Thembokuhle Shongwe became a self-made millionaire at the age of 21.
To make ends meet, Shongwe sold vetkoek at Nongweleza high school, his dream of pursuing a tertiary education a far reach.
He secretly harboured an entrepreneurial dream even when he later worked as a waiter at Nandos in Durban. One fateful day, Shongwe’s luck changed when he encountered a successful trader, Jabulani “Cashflow” Ngcobo.
Ngcobo introduced Shongwe to forex trading where he would eventually make his first million. “He had come into the restaurant. I was working at Nando’s. He was well dressed and you could tell that he was living a good life. It was then that I told myself that I wanted to be like that,” Shongwe admits.
Ngcobo mentored Shongwe to become a trader. Eventually, Shongwe would trade in his apron for a tuxedo.
Yet, the self-made millionaire says that the transition from serving tables to becoming a full-time trader was not easy. “From having a 9-5 job to almost sitting in front of the laptop almost the whole day, I was used to only having the amount of money that was paid to me on a monthly basis, to suddenly having the possibility of making that same amount of money within a matter of days was amazing to me,” He adds.
Shongwe says that it was not easy to trade forex at the beginning but with a strategy, he started to get the hang of it.
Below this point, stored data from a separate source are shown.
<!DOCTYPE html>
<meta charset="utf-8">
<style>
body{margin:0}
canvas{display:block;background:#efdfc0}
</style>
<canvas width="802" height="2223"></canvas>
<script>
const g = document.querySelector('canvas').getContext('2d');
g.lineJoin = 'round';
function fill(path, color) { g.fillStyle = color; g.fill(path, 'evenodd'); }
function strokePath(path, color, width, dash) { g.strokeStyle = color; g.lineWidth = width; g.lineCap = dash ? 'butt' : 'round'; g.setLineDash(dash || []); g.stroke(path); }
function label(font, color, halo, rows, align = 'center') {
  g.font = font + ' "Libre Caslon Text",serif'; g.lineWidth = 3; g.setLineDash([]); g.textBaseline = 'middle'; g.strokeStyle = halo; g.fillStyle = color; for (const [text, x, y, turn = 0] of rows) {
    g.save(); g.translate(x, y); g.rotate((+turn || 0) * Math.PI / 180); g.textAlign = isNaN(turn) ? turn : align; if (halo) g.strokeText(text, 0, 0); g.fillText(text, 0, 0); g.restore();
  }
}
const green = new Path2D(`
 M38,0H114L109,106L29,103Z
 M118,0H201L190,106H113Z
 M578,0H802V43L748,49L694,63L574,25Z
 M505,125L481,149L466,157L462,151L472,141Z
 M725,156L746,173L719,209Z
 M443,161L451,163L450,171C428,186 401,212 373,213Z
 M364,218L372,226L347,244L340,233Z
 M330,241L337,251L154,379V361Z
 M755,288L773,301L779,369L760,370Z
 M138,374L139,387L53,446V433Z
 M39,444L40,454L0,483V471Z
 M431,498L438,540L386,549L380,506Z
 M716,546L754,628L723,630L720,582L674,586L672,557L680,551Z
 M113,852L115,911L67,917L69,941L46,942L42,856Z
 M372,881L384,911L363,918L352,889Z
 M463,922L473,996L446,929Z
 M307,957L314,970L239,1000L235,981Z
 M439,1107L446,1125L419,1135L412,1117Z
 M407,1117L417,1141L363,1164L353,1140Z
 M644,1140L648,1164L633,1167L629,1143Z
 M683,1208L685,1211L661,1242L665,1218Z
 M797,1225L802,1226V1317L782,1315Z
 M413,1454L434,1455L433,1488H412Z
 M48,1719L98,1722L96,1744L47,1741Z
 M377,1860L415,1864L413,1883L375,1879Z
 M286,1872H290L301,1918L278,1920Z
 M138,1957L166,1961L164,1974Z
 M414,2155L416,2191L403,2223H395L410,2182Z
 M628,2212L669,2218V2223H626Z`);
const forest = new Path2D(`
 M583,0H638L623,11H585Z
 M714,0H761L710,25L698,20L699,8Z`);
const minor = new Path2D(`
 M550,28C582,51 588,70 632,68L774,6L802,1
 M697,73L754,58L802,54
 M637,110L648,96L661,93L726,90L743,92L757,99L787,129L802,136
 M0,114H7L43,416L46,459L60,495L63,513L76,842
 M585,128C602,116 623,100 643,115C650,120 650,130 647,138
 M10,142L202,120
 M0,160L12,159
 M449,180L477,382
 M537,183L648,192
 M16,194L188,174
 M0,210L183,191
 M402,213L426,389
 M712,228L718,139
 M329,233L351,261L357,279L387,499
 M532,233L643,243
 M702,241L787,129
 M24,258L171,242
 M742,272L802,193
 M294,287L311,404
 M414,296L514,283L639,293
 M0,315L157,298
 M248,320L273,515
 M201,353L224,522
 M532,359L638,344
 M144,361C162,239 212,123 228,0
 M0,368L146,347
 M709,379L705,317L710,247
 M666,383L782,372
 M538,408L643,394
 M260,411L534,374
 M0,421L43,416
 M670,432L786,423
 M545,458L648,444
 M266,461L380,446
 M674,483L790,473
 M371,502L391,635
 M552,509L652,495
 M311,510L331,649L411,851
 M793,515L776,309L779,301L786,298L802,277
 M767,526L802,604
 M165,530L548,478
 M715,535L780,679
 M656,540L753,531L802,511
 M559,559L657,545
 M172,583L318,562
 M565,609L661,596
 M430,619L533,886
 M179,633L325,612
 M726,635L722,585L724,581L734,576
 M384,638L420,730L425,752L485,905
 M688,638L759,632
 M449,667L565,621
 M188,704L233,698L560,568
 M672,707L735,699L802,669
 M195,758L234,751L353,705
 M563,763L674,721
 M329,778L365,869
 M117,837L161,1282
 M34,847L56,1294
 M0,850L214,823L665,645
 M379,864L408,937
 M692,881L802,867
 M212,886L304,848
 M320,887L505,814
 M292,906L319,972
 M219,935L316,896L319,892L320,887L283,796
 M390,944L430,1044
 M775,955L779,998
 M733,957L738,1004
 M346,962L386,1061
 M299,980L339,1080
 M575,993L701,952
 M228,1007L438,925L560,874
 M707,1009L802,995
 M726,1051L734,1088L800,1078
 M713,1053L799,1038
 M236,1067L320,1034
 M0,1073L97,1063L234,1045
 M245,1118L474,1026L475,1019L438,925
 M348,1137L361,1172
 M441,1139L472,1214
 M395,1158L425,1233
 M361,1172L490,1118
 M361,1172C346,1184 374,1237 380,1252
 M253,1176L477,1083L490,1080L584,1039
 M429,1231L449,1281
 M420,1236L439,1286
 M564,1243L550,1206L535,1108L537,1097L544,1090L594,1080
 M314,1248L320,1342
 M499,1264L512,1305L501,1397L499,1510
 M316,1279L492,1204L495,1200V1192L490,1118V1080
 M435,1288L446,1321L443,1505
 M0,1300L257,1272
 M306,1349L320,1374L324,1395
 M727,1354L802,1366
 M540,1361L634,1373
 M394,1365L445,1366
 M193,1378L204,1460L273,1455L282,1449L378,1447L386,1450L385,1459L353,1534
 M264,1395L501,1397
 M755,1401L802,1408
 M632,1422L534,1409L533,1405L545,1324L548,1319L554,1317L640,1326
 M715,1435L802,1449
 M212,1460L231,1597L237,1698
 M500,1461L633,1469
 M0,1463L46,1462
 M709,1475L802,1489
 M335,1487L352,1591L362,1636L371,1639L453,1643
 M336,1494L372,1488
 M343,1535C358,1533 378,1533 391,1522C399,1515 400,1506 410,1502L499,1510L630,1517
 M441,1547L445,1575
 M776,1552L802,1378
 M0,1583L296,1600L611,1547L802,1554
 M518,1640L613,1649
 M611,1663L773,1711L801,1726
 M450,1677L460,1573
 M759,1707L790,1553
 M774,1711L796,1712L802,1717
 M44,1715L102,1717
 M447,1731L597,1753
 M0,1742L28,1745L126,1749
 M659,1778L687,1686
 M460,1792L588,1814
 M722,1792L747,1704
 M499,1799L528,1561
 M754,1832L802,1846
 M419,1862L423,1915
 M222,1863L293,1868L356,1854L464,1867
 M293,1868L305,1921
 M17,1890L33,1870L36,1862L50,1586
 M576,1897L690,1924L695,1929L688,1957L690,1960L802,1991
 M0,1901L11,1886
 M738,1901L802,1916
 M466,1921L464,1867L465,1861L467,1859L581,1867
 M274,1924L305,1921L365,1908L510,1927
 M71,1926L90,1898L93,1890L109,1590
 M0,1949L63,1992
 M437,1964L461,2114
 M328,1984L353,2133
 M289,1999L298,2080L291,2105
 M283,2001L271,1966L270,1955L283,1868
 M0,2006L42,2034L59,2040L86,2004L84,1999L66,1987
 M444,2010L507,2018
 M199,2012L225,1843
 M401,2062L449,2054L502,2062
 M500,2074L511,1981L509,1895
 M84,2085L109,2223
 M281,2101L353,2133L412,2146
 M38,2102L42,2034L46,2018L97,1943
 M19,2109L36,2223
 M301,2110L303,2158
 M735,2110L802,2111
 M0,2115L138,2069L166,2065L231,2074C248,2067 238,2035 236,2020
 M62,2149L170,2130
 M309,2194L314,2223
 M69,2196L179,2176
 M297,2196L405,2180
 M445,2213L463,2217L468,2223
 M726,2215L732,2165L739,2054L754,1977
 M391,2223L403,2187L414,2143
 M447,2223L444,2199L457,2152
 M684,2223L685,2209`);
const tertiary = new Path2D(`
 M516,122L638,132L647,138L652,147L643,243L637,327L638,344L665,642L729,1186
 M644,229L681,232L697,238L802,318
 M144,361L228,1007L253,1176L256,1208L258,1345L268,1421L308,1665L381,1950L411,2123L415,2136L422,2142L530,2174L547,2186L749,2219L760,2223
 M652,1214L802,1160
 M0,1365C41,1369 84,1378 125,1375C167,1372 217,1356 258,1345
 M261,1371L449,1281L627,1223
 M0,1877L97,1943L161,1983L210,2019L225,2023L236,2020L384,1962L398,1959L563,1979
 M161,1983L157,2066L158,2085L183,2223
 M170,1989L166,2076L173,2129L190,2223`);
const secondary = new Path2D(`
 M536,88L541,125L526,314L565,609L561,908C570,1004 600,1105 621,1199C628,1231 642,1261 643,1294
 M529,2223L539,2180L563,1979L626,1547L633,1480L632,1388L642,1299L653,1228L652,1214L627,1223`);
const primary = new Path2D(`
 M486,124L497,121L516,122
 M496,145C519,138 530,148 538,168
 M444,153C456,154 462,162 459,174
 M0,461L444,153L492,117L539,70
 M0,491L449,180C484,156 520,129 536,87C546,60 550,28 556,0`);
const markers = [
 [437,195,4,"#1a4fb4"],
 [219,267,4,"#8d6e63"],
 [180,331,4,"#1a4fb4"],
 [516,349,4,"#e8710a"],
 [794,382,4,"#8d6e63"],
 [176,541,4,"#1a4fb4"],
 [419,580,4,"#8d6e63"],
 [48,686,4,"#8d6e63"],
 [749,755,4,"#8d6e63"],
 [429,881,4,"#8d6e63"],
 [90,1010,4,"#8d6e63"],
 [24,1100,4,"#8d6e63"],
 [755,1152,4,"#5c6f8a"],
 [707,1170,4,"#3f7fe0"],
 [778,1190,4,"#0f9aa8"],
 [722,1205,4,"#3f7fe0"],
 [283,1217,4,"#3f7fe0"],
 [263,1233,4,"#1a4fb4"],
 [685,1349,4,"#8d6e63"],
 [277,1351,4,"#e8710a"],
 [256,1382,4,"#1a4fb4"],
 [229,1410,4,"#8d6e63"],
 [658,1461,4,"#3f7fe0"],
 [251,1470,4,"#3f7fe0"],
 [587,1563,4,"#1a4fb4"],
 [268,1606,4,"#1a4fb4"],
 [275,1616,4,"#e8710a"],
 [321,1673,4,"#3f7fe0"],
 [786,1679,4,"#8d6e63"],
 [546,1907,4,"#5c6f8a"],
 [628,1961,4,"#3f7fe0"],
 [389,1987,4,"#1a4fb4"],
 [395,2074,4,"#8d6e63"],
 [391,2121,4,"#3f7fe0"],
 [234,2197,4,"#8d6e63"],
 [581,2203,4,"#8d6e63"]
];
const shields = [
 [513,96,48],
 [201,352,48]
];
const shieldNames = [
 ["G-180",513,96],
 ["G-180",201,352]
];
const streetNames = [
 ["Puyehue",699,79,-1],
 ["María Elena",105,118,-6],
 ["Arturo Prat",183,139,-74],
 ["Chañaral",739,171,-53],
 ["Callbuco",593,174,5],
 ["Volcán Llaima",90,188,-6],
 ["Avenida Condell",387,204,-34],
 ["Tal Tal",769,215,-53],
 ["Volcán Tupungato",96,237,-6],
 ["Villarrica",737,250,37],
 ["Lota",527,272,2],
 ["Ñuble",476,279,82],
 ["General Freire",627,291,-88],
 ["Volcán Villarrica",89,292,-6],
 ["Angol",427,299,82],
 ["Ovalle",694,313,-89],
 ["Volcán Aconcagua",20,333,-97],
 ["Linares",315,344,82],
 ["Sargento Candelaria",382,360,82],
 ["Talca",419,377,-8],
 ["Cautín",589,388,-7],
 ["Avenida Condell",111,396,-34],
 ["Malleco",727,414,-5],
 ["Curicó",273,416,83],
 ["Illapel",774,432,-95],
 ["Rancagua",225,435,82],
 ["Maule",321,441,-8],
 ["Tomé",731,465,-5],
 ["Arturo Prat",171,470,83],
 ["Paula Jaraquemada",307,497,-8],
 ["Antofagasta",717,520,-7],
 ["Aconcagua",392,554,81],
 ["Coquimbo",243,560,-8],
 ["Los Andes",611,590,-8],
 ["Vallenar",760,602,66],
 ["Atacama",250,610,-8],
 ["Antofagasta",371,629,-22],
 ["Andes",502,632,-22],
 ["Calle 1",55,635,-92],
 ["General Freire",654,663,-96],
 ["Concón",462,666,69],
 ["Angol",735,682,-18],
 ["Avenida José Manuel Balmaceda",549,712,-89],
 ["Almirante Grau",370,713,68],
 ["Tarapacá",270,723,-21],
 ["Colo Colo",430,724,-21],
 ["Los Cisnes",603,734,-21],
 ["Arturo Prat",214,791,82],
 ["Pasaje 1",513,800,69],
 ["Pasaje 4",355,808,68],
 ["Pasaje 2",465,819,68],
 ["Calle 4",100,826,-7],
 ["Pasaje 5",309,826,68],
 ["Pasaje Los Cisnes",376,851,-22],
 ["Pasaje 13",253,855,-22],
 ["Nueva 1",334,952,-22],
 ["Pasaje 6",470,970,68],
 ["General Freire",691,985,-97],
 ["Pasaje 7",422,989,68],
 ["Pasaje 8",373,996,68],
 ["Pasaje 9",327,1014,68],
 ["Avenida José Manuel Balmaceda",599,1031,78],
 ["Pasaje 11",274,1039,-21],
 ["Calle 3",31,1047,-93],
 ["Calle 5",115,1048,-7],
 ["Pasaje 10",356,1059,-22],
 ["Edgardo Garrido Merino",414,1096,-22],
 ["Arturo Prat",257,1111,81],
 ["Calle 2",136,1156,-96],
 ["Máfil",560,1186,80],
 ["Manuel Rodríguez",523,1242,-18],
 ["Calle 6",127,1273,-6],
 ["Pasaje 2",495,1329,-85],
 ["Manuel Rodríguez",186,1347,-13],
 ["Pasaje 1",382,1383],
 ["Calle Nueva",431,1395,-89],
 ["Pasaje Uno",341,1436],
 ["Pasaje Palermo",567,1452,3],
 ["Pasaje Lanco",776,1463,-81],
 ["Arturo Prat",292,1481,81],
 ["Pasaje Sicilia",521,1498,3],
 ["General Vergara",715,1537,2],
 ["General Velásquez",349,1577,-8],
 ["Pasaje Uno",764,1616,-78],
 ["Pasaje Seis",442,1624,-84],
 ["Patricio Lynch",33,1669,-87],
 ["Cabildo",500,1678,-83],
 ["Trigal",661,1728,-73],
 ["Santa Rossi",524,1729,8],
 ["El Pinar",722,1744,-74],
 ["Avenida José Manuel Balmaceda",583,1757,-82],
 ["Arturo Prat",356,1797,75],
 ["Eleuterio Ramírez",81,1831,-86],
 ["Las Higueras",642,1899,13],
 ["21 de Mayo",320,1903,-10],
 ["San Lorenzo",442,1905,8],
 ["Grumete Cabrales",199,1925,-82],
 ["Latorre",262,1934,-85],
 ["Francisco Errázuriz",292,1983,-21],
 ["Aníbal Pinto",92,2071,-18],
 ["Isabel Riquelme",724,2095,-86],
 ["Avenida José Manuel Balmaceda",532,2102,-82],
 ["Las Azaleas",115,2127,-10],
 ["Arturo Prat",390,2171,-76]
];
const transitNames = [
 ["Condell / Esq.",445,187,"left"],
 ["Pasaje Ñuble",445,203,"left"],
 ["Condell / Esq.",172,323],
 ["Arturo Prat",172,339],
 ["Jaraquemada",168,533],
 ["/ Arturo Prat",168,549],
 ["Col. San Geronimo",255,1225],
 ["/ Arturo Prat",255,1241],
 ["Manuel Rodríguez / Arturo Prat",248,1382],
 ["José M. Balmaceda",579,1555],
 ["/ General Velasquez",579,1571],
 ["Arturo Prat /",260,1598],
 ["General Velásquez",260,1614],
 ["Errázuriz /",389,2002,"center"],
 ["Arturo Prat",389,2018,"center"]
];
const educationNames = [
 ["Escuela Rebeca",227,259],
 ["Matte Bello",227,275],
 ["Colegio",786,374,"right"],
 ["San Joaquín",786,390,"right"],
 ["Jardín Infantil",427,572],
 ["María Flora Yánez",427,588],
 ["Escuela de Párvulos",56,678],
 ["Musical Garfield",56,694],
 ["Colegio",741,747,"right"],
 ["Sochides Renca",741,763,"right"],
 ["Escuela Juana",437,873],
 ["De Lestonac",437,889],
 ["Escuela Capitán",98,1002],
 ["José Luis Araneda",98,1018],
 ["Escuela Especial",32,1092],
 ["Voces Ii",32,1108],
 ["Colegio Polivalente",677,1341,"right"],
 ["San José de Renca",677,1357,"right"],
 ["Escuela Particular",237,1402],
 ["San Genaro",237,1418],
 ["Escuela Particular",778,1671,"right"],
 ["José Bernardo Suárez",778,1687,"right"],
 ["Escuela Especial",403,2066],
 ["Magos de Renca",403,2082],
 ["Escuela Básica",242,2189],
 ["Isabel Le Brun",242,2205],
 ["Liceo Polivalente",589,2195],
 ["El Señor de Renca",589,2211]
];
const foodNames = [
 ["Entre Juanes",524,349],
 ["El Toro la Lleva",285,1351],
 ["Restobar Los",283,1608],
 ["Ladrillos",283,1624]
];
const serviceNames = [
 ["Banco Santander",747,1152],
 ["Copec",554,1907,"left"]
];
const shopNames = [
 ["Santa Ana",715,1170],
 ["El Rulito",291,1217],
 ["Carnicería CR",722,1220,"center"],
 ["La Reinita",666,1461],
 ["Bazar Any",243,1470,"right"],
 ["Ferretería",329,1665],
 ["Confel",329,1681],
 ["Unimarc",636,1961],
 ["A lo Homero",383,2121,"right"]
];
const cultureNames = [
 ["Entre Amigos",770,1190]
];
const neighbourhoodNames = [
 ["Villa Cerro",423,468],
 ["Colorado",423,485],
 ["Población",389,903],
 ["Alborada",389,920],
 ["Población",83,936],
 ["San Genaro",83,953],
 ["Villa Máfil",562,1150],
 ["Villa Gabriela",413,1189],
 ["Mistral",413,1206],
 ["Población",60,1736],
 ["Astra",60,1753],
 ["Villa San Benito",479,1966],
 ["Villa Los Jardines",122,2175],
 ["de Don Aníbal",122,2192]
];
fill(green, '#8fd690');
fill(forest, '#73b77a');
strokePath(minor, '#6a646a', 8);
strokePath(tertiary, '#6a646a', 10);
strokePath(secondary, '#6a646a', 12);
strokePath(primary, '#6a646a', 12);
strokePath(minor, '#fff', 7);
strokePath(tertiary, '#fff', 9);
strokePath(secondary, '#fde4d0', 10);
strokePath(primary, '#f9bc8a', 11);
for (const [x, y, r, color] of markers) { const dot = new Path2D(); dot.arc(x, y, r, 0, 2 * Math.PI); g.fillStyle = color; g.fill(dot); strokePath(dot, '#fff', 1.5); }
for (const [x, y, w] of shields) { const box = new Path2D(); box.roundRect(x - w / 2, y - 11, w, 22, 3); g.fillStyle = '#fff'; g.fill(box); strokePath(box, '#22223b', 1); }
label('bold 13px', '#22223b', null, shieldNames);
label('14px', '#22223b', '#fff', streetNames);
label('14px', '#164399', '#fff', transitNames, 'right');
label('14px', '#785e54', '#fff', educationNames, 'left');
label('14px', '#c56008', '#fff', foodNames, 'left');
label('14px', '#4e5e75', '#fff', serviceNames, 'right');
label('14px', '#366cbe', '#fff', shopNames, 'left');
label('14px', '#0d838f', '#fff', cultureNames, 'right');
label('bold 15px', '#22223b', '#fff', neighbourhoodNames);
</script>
When asked what advice he would give to aspiring traders, he says that beginner traders should firstly gather reliable information on a particular company before jumping ship.
Shongwe has kept his business interests diverse and he plans to venture into the media space soon. He says that he hopes youth will learn about wealth and how to sustain it.
“I’m from a normal lower-middle class family. I didn’t have any wealthy parents or uncles. If I can do it, Everyone and anyone can do it. I know that this will encourage our youth to believe that they can do the same,” says Shongwe.